Punctuating the massive 16th-century city walls that Suleiman the Magnificent built atop ancient Roman ruins, eight fortified gates provide access to the Old City. The two most important, the Jaffa and Damascus gates, lead into a warren of alleys and the distinctive sights, sounds, and scents of four ethnic districts and their markets: the Muslim Quarter (the largest and most full of character), the Christian Quarter, the Armenian Quarter, and the Jewish Quarter. Here in the heart of ancient Jerusalem there are no physical borders, but neighborhood divisions are hard to miss.

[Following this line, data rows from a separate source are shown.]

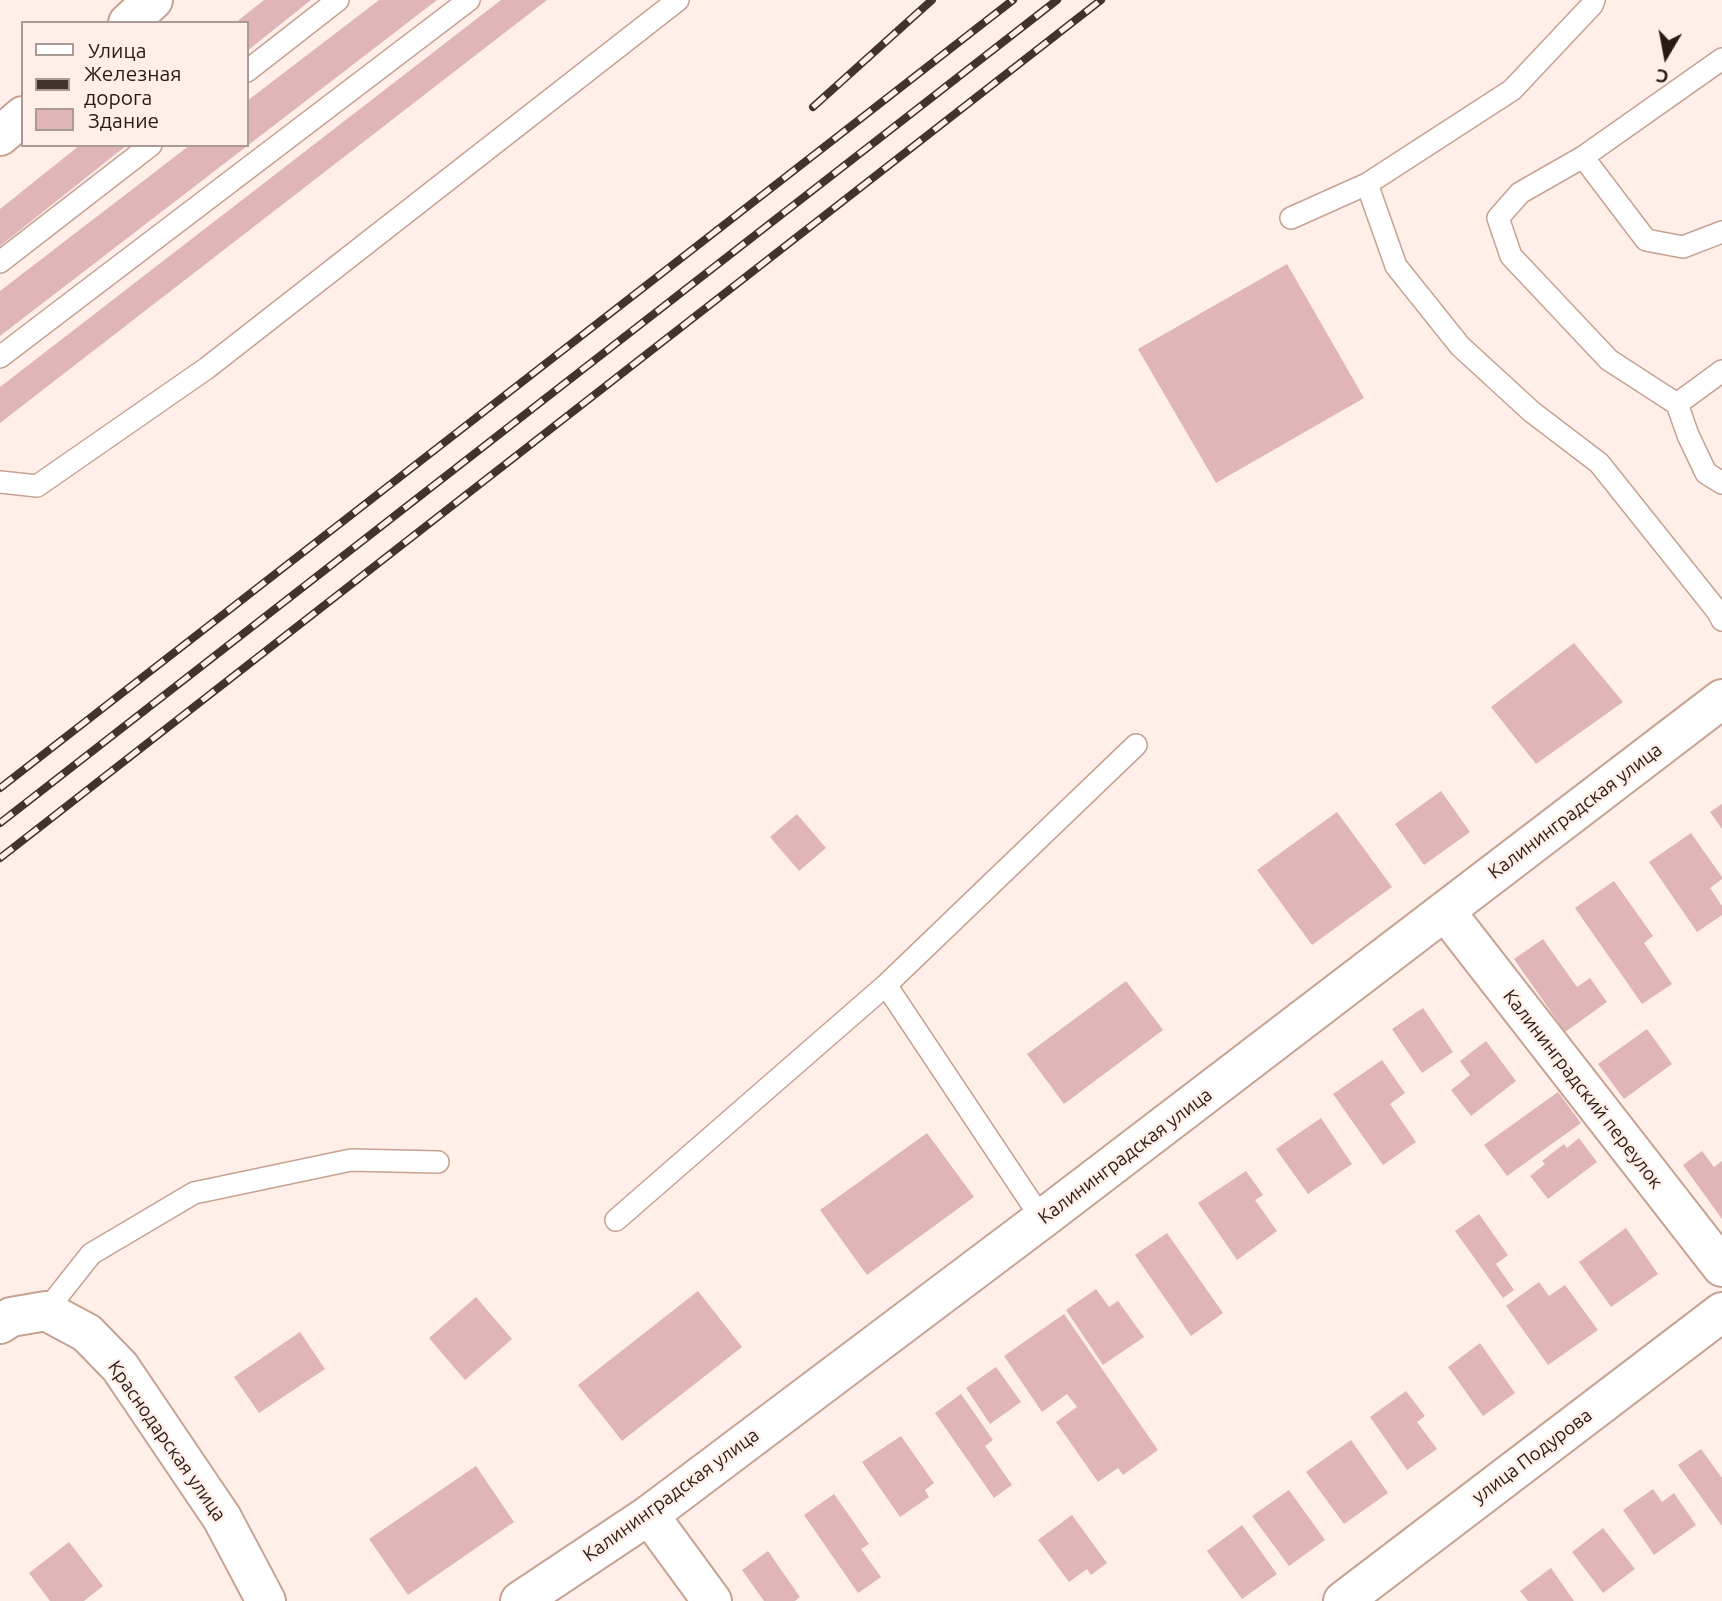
<!DOCTYPE html>
<html>
<head>
<meta charset="utf-8">
<style>
  body { margin:0 }
  #map { position:relative; width:1722px; height:1601px; overflow:hidden; background:#ffefe8; font-family:Ubuntu,sans-serif }
  canvas { display:block }
  .legend { position:absolute; left:21px; top:21px; width:228px; height:126px; box-sizing:border-box; background:#ffefe8; border:2px solid #a99a93; margin:0; padding:9px 12px; list-style:none; font-size:21px; color:#281b14 }
  .legend li { display:flex; align-items:center; gap:14px; height:35px }
  .legend b { width:35px; border:2px solid #a99a93 }
  .north { position:absolute; left:1631px; top:21px; width:70px; height:70px; -webkit-text-stroke:5px #ffefe8; paint-order:stroke; rotate:190deg; font-size:19px; font-weight:700; line-height:28px; text-align:center; color:#281b14 }
  .north::after { content:''; display:block; margin:auto; width:24px; height:32px; background:#281b14; clip-path:polygon(50% 0,100% 100%,50% 72%,0 100%) }
</style>
</head>
<body>
<div id="map">
<canvas width="1722" height="1601"></canvas>
<ul class="legend">
<li><b style="height:9px;background:#fff"></b>Улица</li>
<li><b style="height:9px;background:#41342d"></b>Железная дорога</li>
<li><b style="height:19px;background:#dfb5b9"></b>Здание</li>
</ul>
<div class="north">С</div>
</div>
<script>
const context = document.querySelector('canvas').getContext('2d');
context.lineJoin = 'round';
function paint(path, color) { context.fillStyle = color; context.fill(path, 'evenodd'); }
const shape = rows => new Path2D(rows.map(r => 'M' + r).join(''));
function trace(path, color, width, dash) { context.strokeStyle = color; context.lineWidth = width; context.lineCap = dash ? 'butt' : 'round'; context.setLineDash(dash || []); context.stroke(path); }
function write(font, color, halo, rows, align = 'center') {
  context.font = font + ' Ubuntu,sans-serif'; context.lineWidth = 5; context.setLineDash([]); context.textBaseline = 'middle'; context.strokeStyle = halo; context.fillStyle = color; for (const [text, x, y, turn = 0] of rows) {
    context.save(); context.translate(x, y); context.rotate((+turn || 0) * Math.PI / 180); context.textAlign = isNaN(turn) ? turn : align; if (halo) context.strokeText(text, 0, 0); context.fillText(text, 0, 0); context.restore();
  }
}
const building = shape([
  [264,0,311,0,247,51,247,23,235,23],
  [379,0,437,0,0,336,0,291,190,145,247,145,247,101],
  [501,0,547,0,0,423,0,387],
  [80,145,127,145,0,246,0,209],
  [1287,264,1364,398,1216,483,1138,349],
  [1574,643,1623,702,1536,764,1491,707],
  [1441,791,1470,832,1424,865,1395,824],
  [1722,804,1722,829,1710,812],
  [1337,812,1392,887,1312,945,1257,870],
  [797,814,826,848,799,871,770,837],
  [1691,833,1722,877,1722,879,1710,888,1722,906,1722,915,1697,932,1649,862],
  [1614,881,1653,936,1644,943,1672,984,1642,1004,1575,908],
  [1543,939,1577,987,1590,978,1607,1002,1565,1032,1514,959],
  [1126,981,1163,1030,1064,1104,1027,1054],
  [1423,1008,1453,1052,1422,1073,1392,1029],
  [1647,1029,1672,1064,1624,1099,1598,1064],
  [1486,1041,1516,1081,1471,1116,1451,1090,1470,1075,1460,1061],
  [1382,1060,1405,1093,1390,1104,1416,1142,1383,1165,1333,1094],
  [1558,1092,1581,1123,1507,1176,1484,1145],
  [1321,1118,1352,1164,1308,1194,1276,1149],
  [927,1133,974,1197,867,1275,820,1210],
  [1579,1138,1597,1162,1548,1199,1530,1176,1545,1164,1542,1161,1564,1144,1567,1148],
  [1702,1151,1714,1167,1722,1161,1722,1219,1683,1165],
  [1246,1171,1263,1195,1255,1200,1277,1231,1237,1260,1198,1203],
  [1479,1214,1508,1255,1496,1264,1514,1290,1503,1298,1455,1231],
  [1626,1228,1658,1274,1611,1307,1579,1262],
  [1167,1233,1223,1313,1191,1336,1135,1255],
  [1539,1282,1549,1296,1565,1285,1598,1330,1548,1365,1506,1306],
  [1096,1289,1109,1307,1118,1301,1144,1337,1103,1365,1066,1310],
  [698,1291,742,1347,622,1441,578,1385],
  [476,1297,512,1339,465,1380,429,1338],
  [1064,1314,1158,1450,1123,1475,1118,1468,1098,1482,1056,1422,1077,1407,1067,1394,1042,1412,1004,1356],
  [300,1332,325,1369,259,1413,234,1377],
  [1480,1343,1515,1393,1483,1416,1448,1367],
  [996,1367,1021,1402,990,1424,966,1388],
  [1406,1391,1425,1416,1417,1422,1437,1449,1407,1470,1370,1417],
  [961,1394,993,1440,985,1446,1012,1485,994,1498,935,1413],
  [901,1436,934,1483,925,1490,929,1497,900,1517,862,1462],
  [1351,1440,1388,1493,1344,1524,1306,1472],
  [1701,1449,1722,1478,1722,1526,1678,1465],
  [476,1466,514,1522,408,1595,369,1539],
  [1653,1489,1662,1502,1674,1493,1696,1525,1654,1555,1623,1510],
  [1289,1490,1325,1540,1289,1566,1252,1516],
  [834,1494,869,1544,861,1549,881,1577,858,1593,804,1515],
  [1072,1515,1107,1563,1091,1575,1087,1569,1069,1582,1038,1540],
  [1242,1525,1277,1574,1242,1599,1207,1551],
  [1603,1528,1635,1569,1603,1593,1572,1552],
  [69,1542,103,1586,84,1601,50,1601,29,1573],
  [768,1551,800,1597,795,1601,764,1601,742,1570],
  [1551,1568,1574,1601,1528,1601,1520,1591]
]);
const service = shape([
  [1594,0,1592,5,1512,90,1367,184,1396,266,1460,346,1532,412,1599,463,1718,612,1722,620],
  [1722,59,1583,157,1520,193,1498,218,1511,256,1609,360,1677,404,1688,435,1706,473,1722,483],
  [247,71,338,0],
  [1583,157,1646,240,1683,247,1722,232],
  [1291,218,1367,184],
  [0,262,151,145],
  [0,357,469,0],
  [1677,404,1722,371],
  [0,482,37,486,207,368,678,0],
  [1042,1219,886,985,1136,745],
  [616,1220,886,985],
  [46,1311,91,1254,194,1193,351,1160,438,1162]
]);
const minor = shape([
  [1445,911,1722,1267],
  [649,1515,712,1601],
  [1343,1601,1722,1312]
]);
const tertiary = shape([
  [128,23,153,0],
  [0,136,23,116],
  [0,1324,11,1317,46,1311,87,1333,120,1367,222,1518,266,1601],
  [520,1601,649,1515,1042,1219,1722,699]
]);
const rail = shape([
  [813,107,932,0],
  [0,788,1013,0],
  [0,823,1057,0],
  [0,858,1101,0]
]);
const streetNames = [
  ["Калининградская улица",1575,811,-37],
  ["Калининградский переулок",1583,1089,52],
  ["Калининградская улица",1125,1156,-37],
  ["Краснодарская улица",167,1441,55],
  ["улица Подурова",1532,1456,-37],
  ["Калининградская улица",671,1495,-36]
];
paint(building, '#dfb5b9');
trace(service, '#c7a292', 24);
trace(minor, '#c7a292', 42);
trace(tertiary, '#c7a292', 42);
trace(service, '#fff', 21);
trace(minor, '#fff', 38);
trace(tertiary, '#fff', 38);
trace(rail, '#41342d', 8);
trace(rail, '#ffefe8', 5, [16]);
write('19px', '#281b14', '#ffefe8', streetNames);
</script>
</body>
</html>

Many of the principal sites are practically on top of one another. The sumptuous, silver-domed El-Aksa Mosque is the largest and the most important place of Islamic prayer after Mecca and Medina. Revered by Muslims, the Temple Mount, the biblical Mount Moriah, is marked by the 24-karat-gilded Dome of the Rock, built circa A.D. 690 on the site where the prophet Mohammed ascended to heaven on a winged horse.

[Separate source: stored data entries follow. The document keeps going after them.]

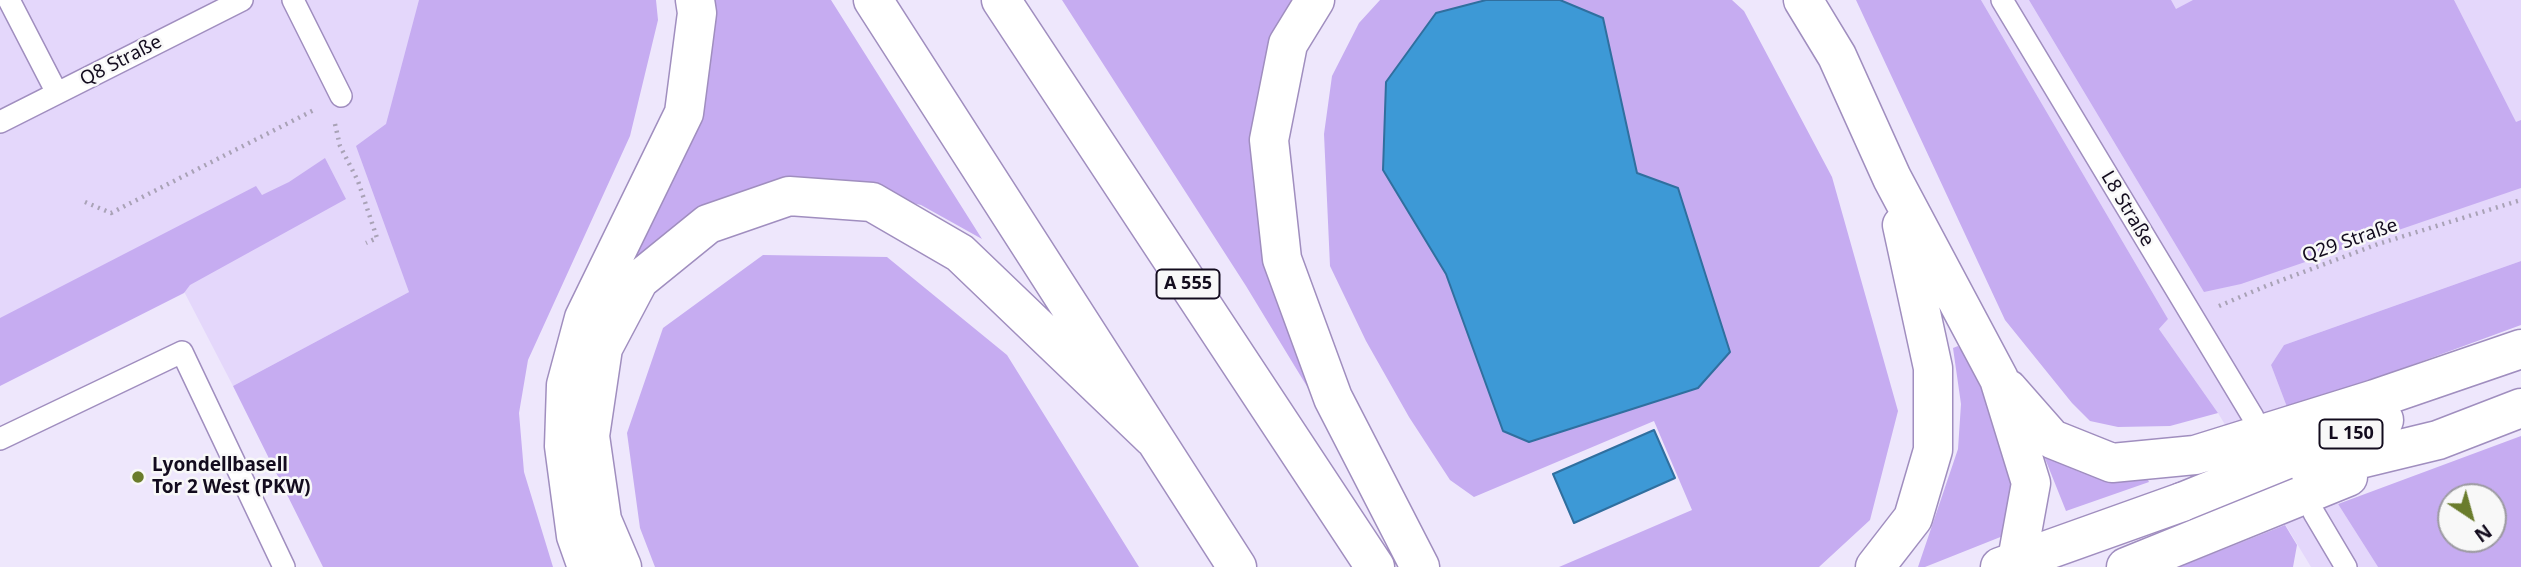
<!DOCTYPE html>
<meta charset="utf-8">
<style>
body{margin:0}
#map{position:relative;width:2521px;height:567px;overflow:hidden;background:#eee7fc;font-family:"Noto Sans",sans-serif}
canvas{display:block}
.north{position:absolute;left:2437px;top:483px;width:70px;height:70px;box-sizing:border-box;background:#f8f8f8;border:2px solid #9c9aa1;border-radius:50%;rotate:144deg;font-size:19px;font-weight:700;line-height:28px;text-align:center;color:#130c1e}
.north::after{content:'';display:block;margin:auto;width:24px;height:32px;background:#6a7c2c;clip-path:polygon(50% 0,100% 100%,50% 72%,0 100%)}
</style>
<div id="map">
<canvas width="2521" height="567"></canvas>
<div class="north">N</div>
</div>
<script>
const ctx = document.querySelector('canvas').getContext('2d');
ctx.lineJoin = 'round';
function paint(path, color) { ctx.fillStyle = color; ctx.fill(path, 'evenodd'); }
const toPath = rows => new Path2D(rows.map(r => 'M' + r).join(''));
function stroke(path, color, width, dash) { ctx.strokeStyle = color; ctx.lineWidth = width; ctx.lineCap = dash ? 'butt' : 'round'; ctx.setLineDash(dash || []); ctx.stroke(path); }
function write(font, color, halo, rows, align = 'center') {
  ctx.font = font + ' "Noto Sans",sans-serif'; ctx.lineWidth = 5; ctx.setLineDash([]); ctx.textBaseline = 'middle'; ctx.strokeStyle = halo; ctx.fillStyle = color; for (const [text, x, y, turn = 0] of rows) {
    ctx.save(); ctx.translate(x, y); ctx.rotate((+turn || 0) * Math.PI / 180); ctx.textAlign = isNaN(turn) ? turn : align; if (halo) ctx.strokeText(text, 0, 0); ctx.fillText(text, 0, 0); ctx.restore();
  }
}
const built = toPath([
 [0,0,454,0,409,292,233,386,177,278,0,369],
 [1981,0,2521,0,2521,261,2284,345,2271,365,2287,407,2338,504,2378,567,2311,567,2218,413,2159,329,2168,319]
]);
const green = toPath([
 [419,0,656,0,658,20,630,136,528,360,519,413,524,472,553,567,323,567,233,386,409,292,356,146,386,124],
 [711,0,831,0,982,239,921,205,813,180,620,275],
 [1062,0,1296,0,1258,109,1328,421,1246,286],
 [1380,0,1486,0,1436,13,1383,170,1446,274,1503,431,1637,173,1603,18,1560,0,1732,0,1744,11,1832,177,1898,411,1870,520,1819,567,1559,567,1692,510,1654,421,1474,497,1450,480,1409,417,1366,341,1330,266,1324,134,1332,76,1359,23],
 [1856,0,1981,0,2168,319,2159,329,2218,413,2170,426,2118,427,2090,421,2072,403,2005,320],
 [2029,0,2171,0,2176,9,2193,0,2454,0,2516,122,2521,120,2521,188,2241,284,2204,292],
 [325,158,346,199,190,285,184,293,0,386,0,318,256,186,262,195,289,182],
 [763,255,887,257,1007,355,1139,567,655,567,640,528,627,433,663,328],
 [2521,261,2521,325,2330,395,2287,407,2271,365,2284,345],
 [1958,346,1970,362,2003,435,2014,472,2003,536,1925,567,1918,567,1958,449,1961,404,1953,348],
 [2521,436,2521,567,2378,567,2338,504],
 [2493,497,2493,539,2451,539,2451,497],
 [2044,456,2080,472,2147,478,2149,482,2066,511],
 [2285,525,2297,545,2293,567,2179,567]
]);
const water = toPath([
 [1486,0,1560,0,1603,18,1637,173,1678,188,1730,352,1698,388,1529,442,1503,431,1446,274,1383,170,1386,82,1436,13,1486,0],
 [1654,430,1675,478,1574,523,1553,474,1654,430]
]);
const path = toPath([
 [335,124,340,146,358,181,377,238,366,243],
 [85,202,111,213,316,109],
 [2219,306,2266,286,2378,244,2521,200]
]);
const lane = toPath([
 [9,0,57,93],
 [293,0,341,96],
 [2002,0,2253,417],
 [0,122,242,0],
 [0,439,182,352,284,567],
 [2314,513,2346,567]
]);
const primary = toPath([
 [2000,567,2182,502]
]);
const highway = toPath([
 [873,0,1237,567],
 [1001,0,1375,567],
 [1315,0,1288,44,1269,140,1282,259,1333,398,1420,567],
 [1803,0,1837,56,1892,178,1999,379,2031,483,2017,560],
 [2008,389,2052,439,2112,463,2195,455,2375,399,2521,349],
 [2310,471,2438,440,2521,408],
 [2182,502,2384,420],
 [587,567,576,536,564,446,566,385,584,318,684,113,697,13,695,0],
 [622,567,602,520,590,436,603,348,639,280,708,224,789,196,872,202,960,253,1153,438],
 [1875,567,1913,518,1933,450,1933,368,1902,225],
 [2126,567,2348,477]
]);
const markers = [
 [138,477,7,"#6a7c2c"]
];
const shields = [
 [1188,284,63],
 [2351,434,63]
];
const shieldNames = [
 ["A 555",1188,284],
 ["L 150",2351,434]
];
const streetNames = [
 ["Q8 Straße",121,61,-27],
 ["L8 Straße",2127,209,59],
 ["Q29 Straße",2350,241,-19]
];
const poiNames = [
 ["Lyondellbasell",152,466],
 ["Tor 2 West (PKW)",152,488]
];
paint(built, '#e4d7fb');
paint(green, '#c6acf1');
paint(water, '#3d99d6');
stroke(water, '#306f9f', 2);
stroke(lane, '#a08ebf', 24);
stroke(primary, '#a08ebf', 41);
stroke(highway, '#a08ebf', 41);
stroke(path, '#a9a2b6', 4.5, [2, 5]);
stroke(lane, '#fff', 21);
stroke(primary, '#fff', 38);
stroke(highway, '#fff', 38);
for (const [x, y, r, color] of markers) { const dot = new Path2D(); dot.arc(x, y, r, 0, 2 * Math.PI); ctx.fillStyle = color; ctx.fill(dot); stroke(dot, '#f8f8f8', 2.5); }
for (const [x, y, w] of shields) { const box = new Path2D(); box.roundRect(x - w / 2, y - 14.5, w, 29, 5); ctx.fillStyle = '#f8f8f8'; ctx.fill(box); stroke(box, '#130c1e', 2); }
write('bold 18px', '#130c1e', null, shieldNames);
write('19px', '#130c1e', '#f8f8f8', streetNames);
write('bold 19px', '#130c1e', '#f8f8f8', poiNames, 'left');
</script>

It is also revered by the Jews as the site where Abraham was called upon by God to sacrifice his son (Isaac to Jews and Christians, Ishmael to Muslims), and is believed to have been the site of the altar of the first and second Temples of Judaism, since destroyed by invaders. Nearby is the Western (more descriptively, the Wailing) Wall, the last remnant of the walls that enclosed and supported the Temple Mount, and the holiest place of prayer in the Jewish world.
Jews were barred from the area while it was under Jordanian control from 1949 to 1967. Try to be here when Orthodox Jews welcome Shabbat with prayer, song, and dance as the sun sets every Friday evening and it becomes an open-air synagogue. Each year tens of thousands of Christian pilgrims follow the Via Dolorosa past the Stations of the Cross on the route Christ is believed to have taken as he carried his cross to his crucifixion. Standing above Calvary (biblical Golgotha), the Church of the Holy Sepulcher is Christianity’s holiest place, covering the sites of Jesus’ crucifixion, burial, and resurrection.
After a day spent wandering the densely packed maze of the Christian Quarter’s souk, rich in the scents of spices and sizzling shashlik, there is no better respite than to collapse at one of the Formica tables of Abu Shukri for a sampling of his hummus.
Everyone in Israel begins a meal with hummus (mashed chickpeas seasoned with tahini, a sesame seed paste) and no one tires of something so simple and delicious. After mopping up your plate with warm pita bread (bring your own napkins), you’ll understand why. The new Israeli cuisine may be poised to take off, but basic Arabic street fare has been a Middle Eastern favorite for a few thousand years. The best dishes are the mezes, or appetizers, which invariably include the celebrated hummus.